The short supply of Intel desktop processors should let up in the first few months of 2019, according to industry insiders. Intel’s been wrestling with capacity for 14nm production, in the public eye at least, since earlier this year, with chipsets and component CPUs some of the first products reportedly getting chopped to make space. However, that may all be set to change in Q1, 2019.
Industry sources are expecting Intel’s supply woes to ease up early next year, with Taiwan-based IC manufacturers looking forward to fresh orders from PC and laptop clients come February as a result. That’s not all the good news for Taiwanese manufacturers either. The sources also believe the US-China trade war will “subside gradually” as next year unfolds. Great news for IC companies that bridge both China and the US if that does prove true… but ew’ve got to say that’s an astronomically big if.
But seemingly unrelated to the whims of the two global economic powerhouses, Intel’s supply chain issues could finally be coming to an end. The company has already outlined a $1bn increase in capital expenditure to combat some of the issues, which should be making an impact relatively soon, if not already, and Intel has stated it has been swapping some future 10nm fab space back to 14nm to play catch up.
If Intel sticks to its word, 2019 will be the last year that 14nm retains the prime spot for its CPU manufacturing. It has been insistent that 10nm will be shipping in FPGAs and client chips by the holiday season next year. Although that still leaves a year, and twelve month’s worth of 14nm processors, to ship out before that day arrives.

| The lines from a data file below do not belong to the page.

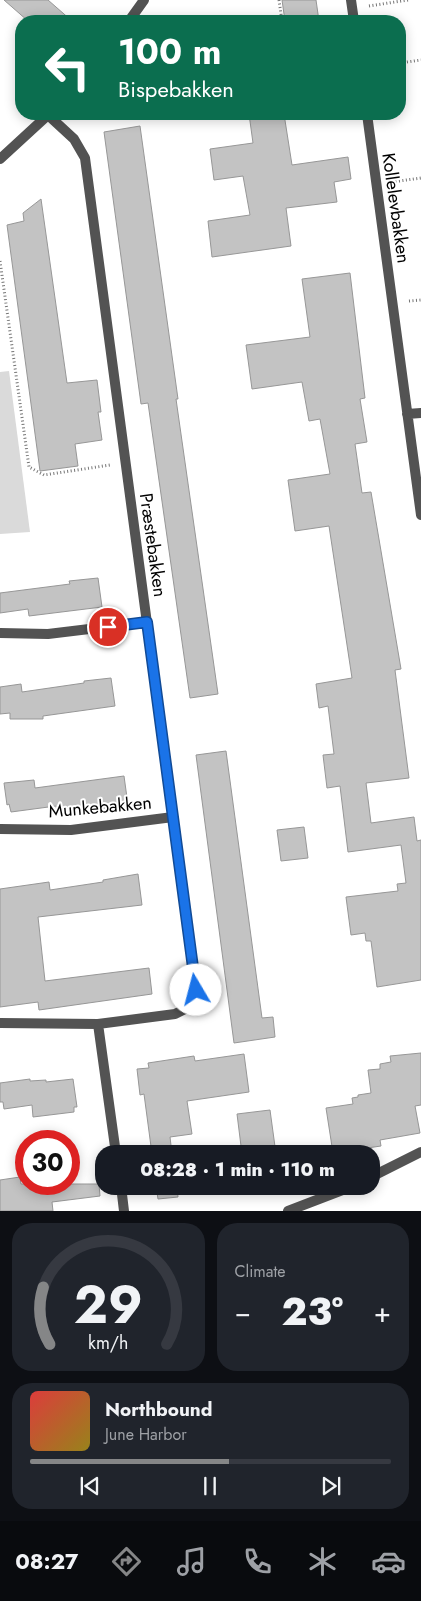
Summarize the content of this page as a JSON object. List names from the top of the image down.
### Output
{
  "streets": {
    "street": ["Kollelevbakken", "Præstebakken", "Munkebakken"]
  },
  "crossings": [
    ["Præstebakken", "Munkebakken"]
  ],
  "page": {
    "turn": ["100 m", "Bispebakken"],
    "limit": "30",
    "trip": "08:28 · 1 min · 110 m",
    "tile": "Climate",
    "heat": ["−", "23°", "+"],
    "song": ["Northbound", "June Harbor"],
    "tabs": "08:27",
    "gauge": ["29", "km/h"]
  }
}
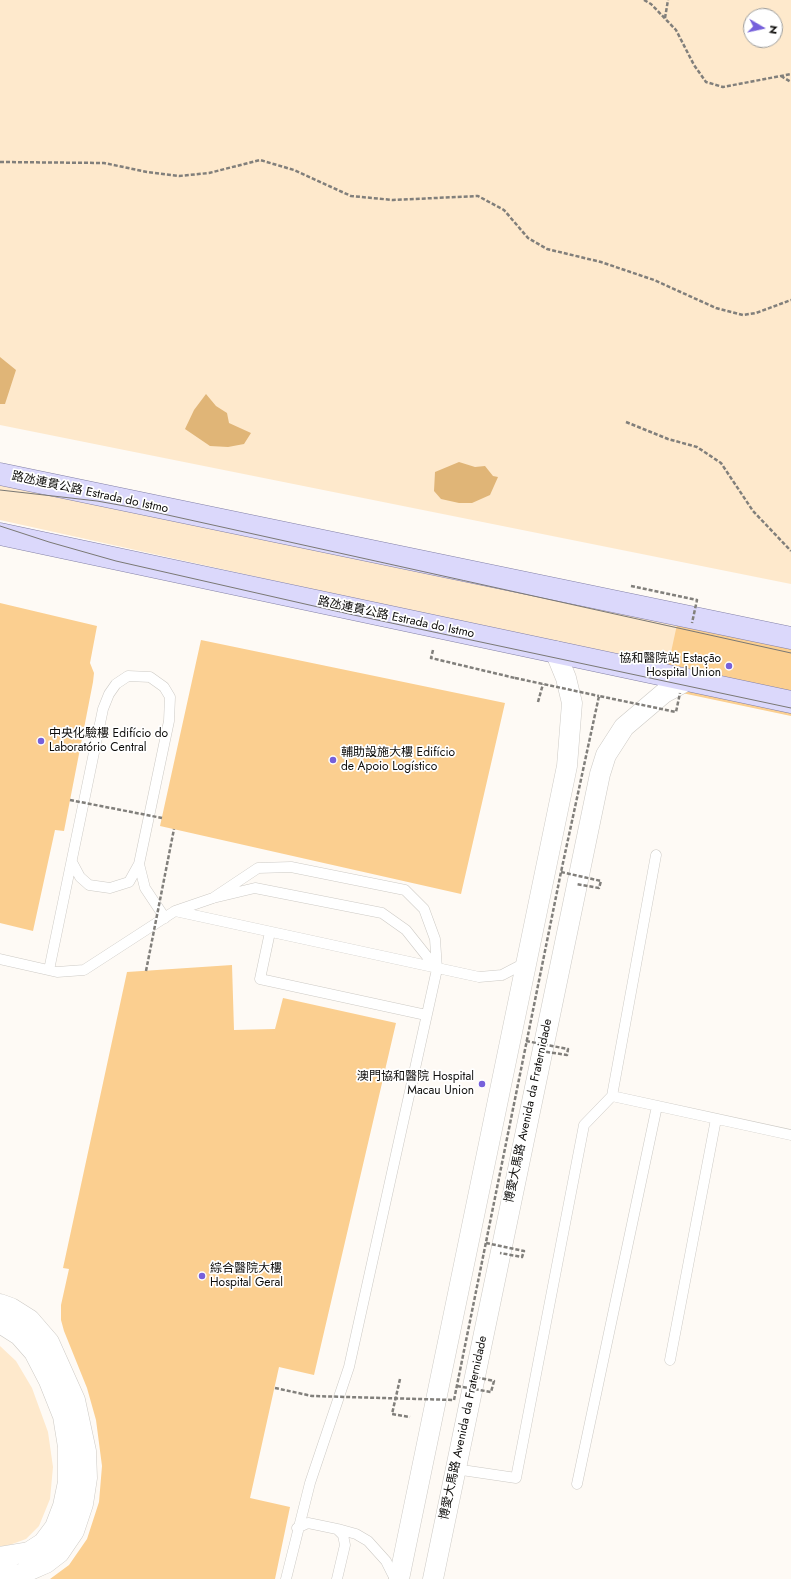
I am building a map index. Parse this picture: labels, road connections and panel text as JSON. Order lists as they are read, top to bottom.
{
  "streets": {
    "main road": ["路氹連貫公路 Estrada do Istmo"],
    "street": ["博愛大馬路 Avenida da Fraternidade"]
  },
  "crossings": [
    ["路氹連貫公路 Estrada do Istmo", "博愛大馬路 Avenida da Fraternidade"]
  ],
  "places": [
    "協和醫院站 Estação Hospital Union",
    "中央化驗樓 Edifício do Laboratório Central",
    "輔助設施大樓 Edifício de Apoio Logístico",
    "澳門協和醫院 Hospital Macau Union",
    "綜合醫院大樓 Hospital Geral"
  ],
  "north": "right"
}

Until the supply issues ease up, Intel is reportedly cutting two million shipments of CPUs to the DIY market for Q4. Instead, it will be focusing on the mobile and server markets – the latter in which it faces increasing competition from AMD’s EPYC server chips.
It’s not just Intel and IC companies hoping for a good start to 2019, either. This year has seen disappointing third quarters for major graphics card manufacturers and motherboard partners. Q4 isn’t expected to be particularly uplifting either, and it’s somewhat understandable that various manufacturers the globe over are hoping for a more positive outlook going into 2019.
As DigiTimes report, MOSFET and USB Type-C chip suppliers are hoping “new Intel CPUs” in the first half of 2019 will drive strong quarter profits in 2019. That’s likely to entail the remainder of the 9th Gen chips we’re yet to see following the i5 9600K, i7 9700K, and i9 9900K launches this year.
Meanwhile, despite its glaring limitations, Intel has shown strong quarterly profits for the year, although faces turbulent times ahead thanks to efforts by rivals AMD. The red team is expected to start shipping its AMD Zen 2 processors sometime in the first half of 2019. These chips will be built upon TSMC’s 7nm node. From the day these chips launch, Intel will be pushed for time with development of its 10nm node.
But at least there’s some light at the end of the tunnel for Intel. It might need all the help it can get if it’s to take AMD’s best efforts head on before 10nm is ready to go.